Maddye Trew “Single of the Year” (SINGLE)

Country music is in its “main character era,” and honestly? It’s never been more fun. Gone are the days when the genre was boxed in by pickup trucks and porch swings. These days, the most exciting music coming out of Nashville isn’t afraid to flirt with pop, get a little ironic, and throw a glitter bomb at tradition. Just look at artists like Kelsea Ballerini, Lainey Wilson, and Jelly Roll — or the fact that even Beyoncé (Cowboy Carter) and Chappell Roan (Pink Pony Club, anyone?) are crashing the country gates with rhinestoned flair.

URL: https://www.maddyetrew.com/

Enter Maddye Trew, a Memphis-born singer-songwriter who might not have Beyoncé’s marketing machine or Jelly Roll’s tattoos, but brings something else just as potent: personality. Her new single, “Single of the Year,” is a cleverly written, tongue-in-cheek banger that threads the needle between classic country storytelling and modern pop-country sparkle. It’s relatable, replayable, and refreshingly self-aware — and in a genre that sometimes still takes itself a little too seriously, that’s a win.

From the opening line — “At this point a breakup would be catchin’ a break” — Trew sets the tone: she’s not crying into her beer, she’s raising it like a trophy. The song’s premise flips the idea of a CMA-style honor into a snarky consolation prize for being the most heartbreak-prone woman at the party. “All my friends are tying the knot / and I’m over here just tying one on” is the kind of lyric that could easily have become a TikTok catchphrase if Shania Twain had written it in 2024.

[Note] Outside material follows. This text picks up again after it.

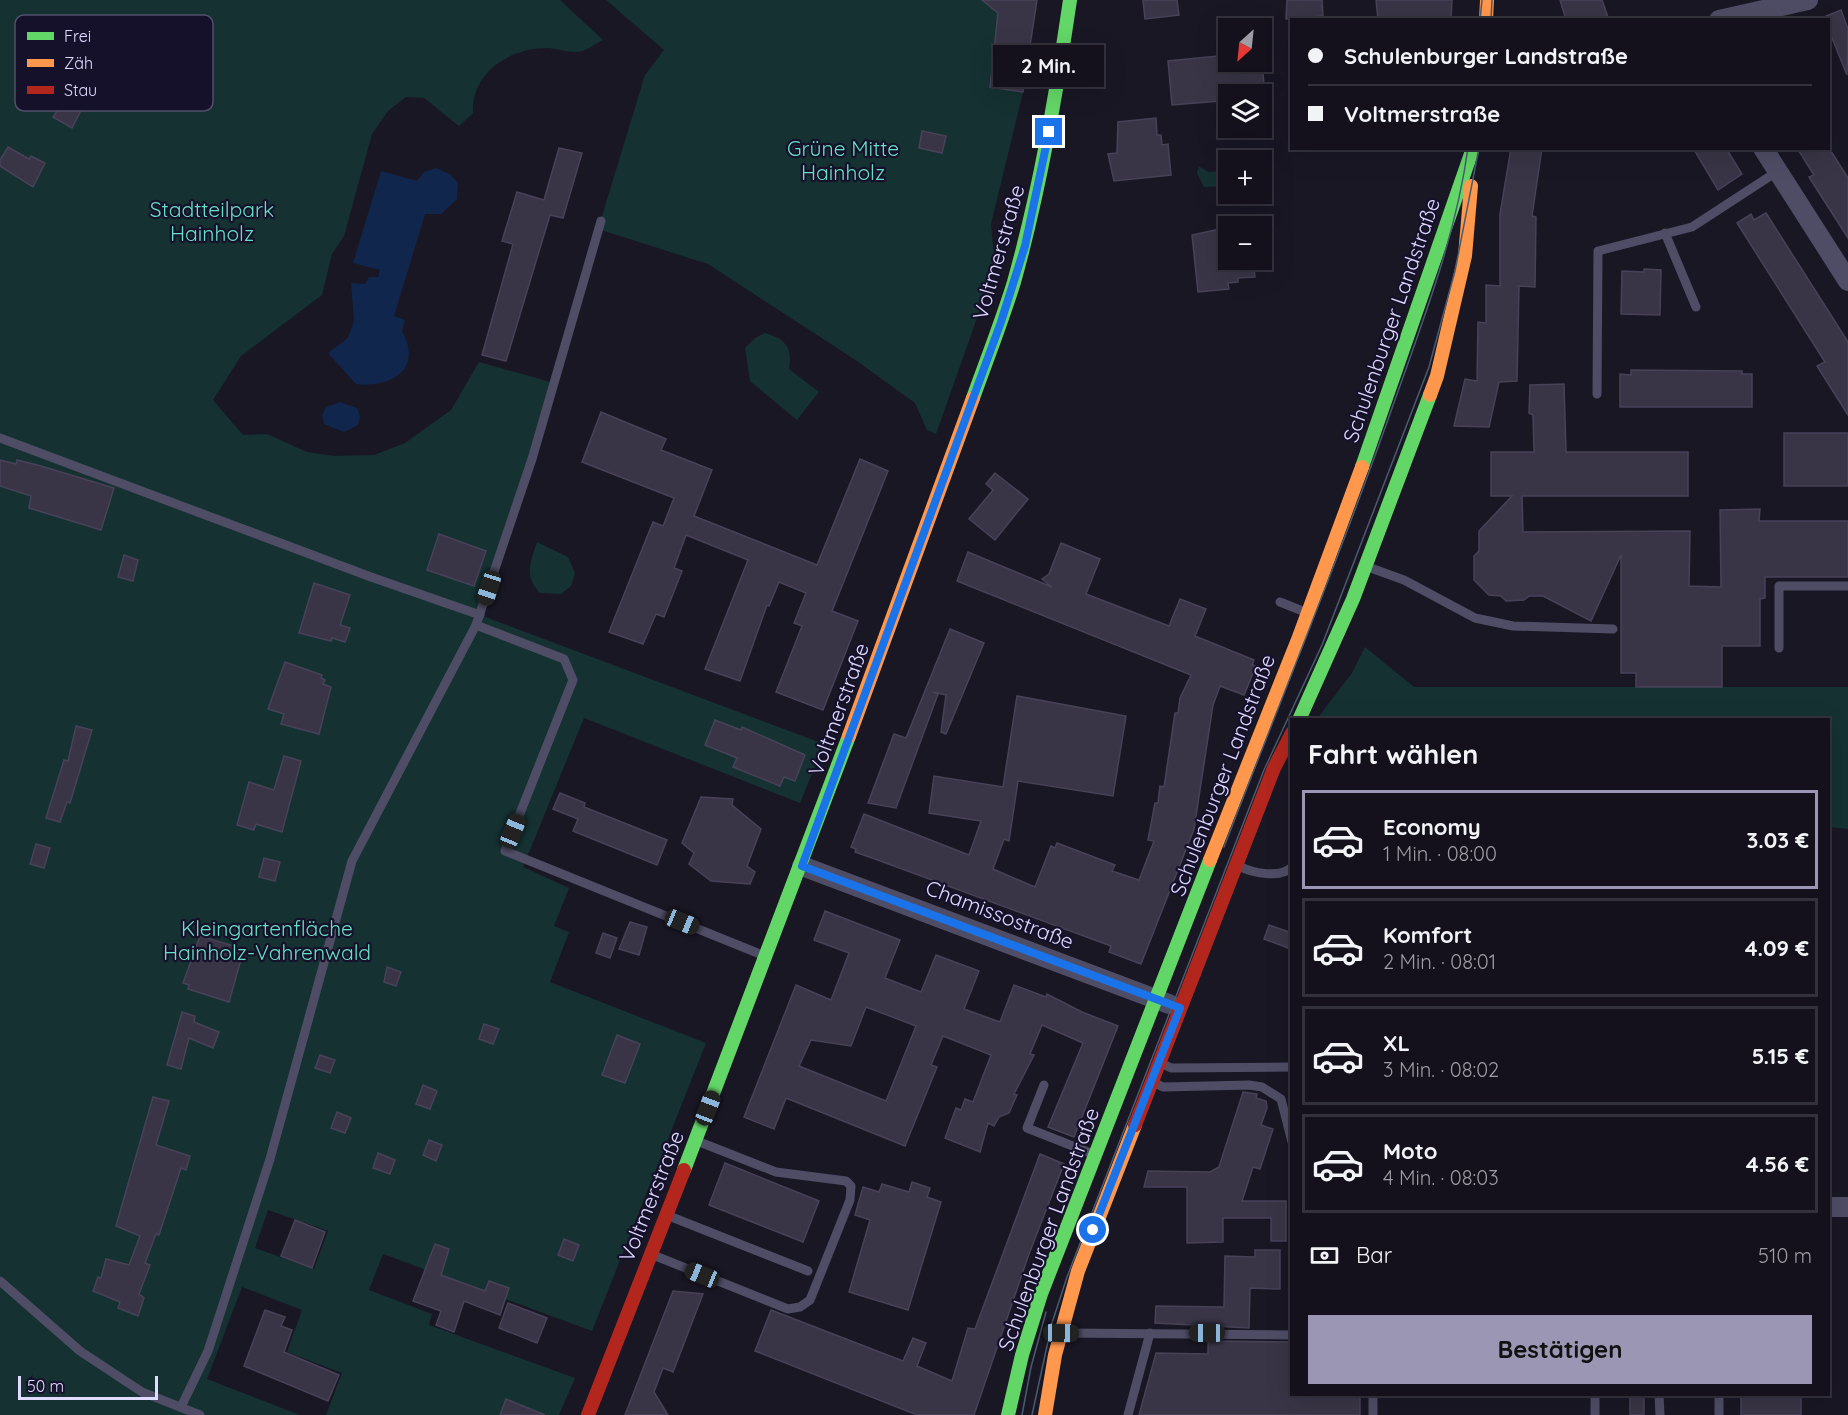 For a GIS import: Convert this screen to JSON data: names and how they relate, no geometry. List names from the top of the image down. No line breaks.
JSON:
{"streets":{"main road":["Voltmerstraße","Schulenburger Landstraße"],"street":["Chamissostraße"]},"crossings":[["Voltmerstraße","Chamissostraße"],["Schulenburger Landstraße","Chamissostraße"]],"parks":["Grüne Mitte Hainholz","Stadtteilpark Hainholz","Kleingartenfläche Hainholz-Vahrenwald"],"legend":["Frei","Zäh","Stau"],"scale_bar":"50 m","north":"bottom left","page":{"map_buttons":["+","−"],"banner":["Schulenburger Landstraße","Voltmerstraße"],"bubble":"2 Min.","heading":"Fahrt wählen","list":[{"name":"Economy","note":"1 Min. · 08:00","value":"3.03 €"},{"name":"Komfort","note":"2 Min. · 08:01","value":"4.09 €"},{"name":"XL","note":"3 Min. · 08:02","value":"5.15 €"},{"name":"Moto","note":"4 Min. · 08:03","value":"4.56 €"}],"pay":["Bar","510 m"],"buttons":"Bestätigen","scale":"50 m"}} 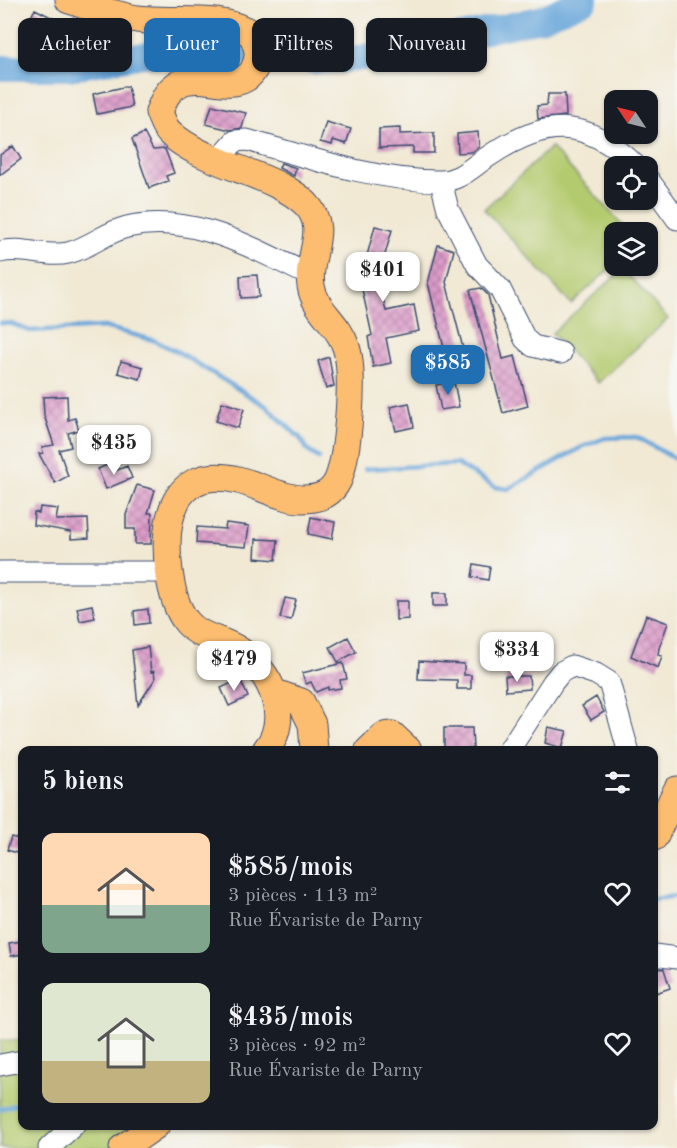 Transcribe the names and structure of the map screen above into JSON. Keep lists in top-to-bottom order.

Produced by Grammy-winner Steve Marcantonio (Taylor Swift, Reba, Keith Urban), the track is slick but not soulless. There’s a bounce to the instrumentation — shimmery guitars, barroom piano licks, and a rhythm section that practically winks at you — that keeps the whole thing moving. It feels like something you’d blast while getting ready for your ex’s wedding (or avoiding it entirely). Think of it as country’s answer to thank u, next — with more denim and fewer apologies.

Trew’s voice is warm and expressive, carrying just the right amount of sass and sincerity to sell both the humor and the heartbreak. She’s in on the joke, but she’s not just the punchline. The bridge pulls the curtain back for a brief moment of truth — “To tell you the truth, I don’t wanna accept it” — before diving right back into the chorus like a toast at a pity party turned girls’ night.

What makes “Single of the Year” so satisfying is that it doesn’t try to be more than it is — a sharply written, infectiously catchy track that celebrates the silver lining of romantic disaster. It’s a slice of life wrapped in wit and wrapped again in a hook you’ll be humming for days.

As country continues to redefine itself in the wake of genre-hopping chart-toppers and crossover chaos, songs like this show the power of keeping things personal, playful, and a little bit messy. Maddye Trew isn’t rewriting the country rulebook — she’s just doodling something hilarious in the margins. And if “Single of the Year” is any indication, she deserves a seat at the next big table — wedding invite or not.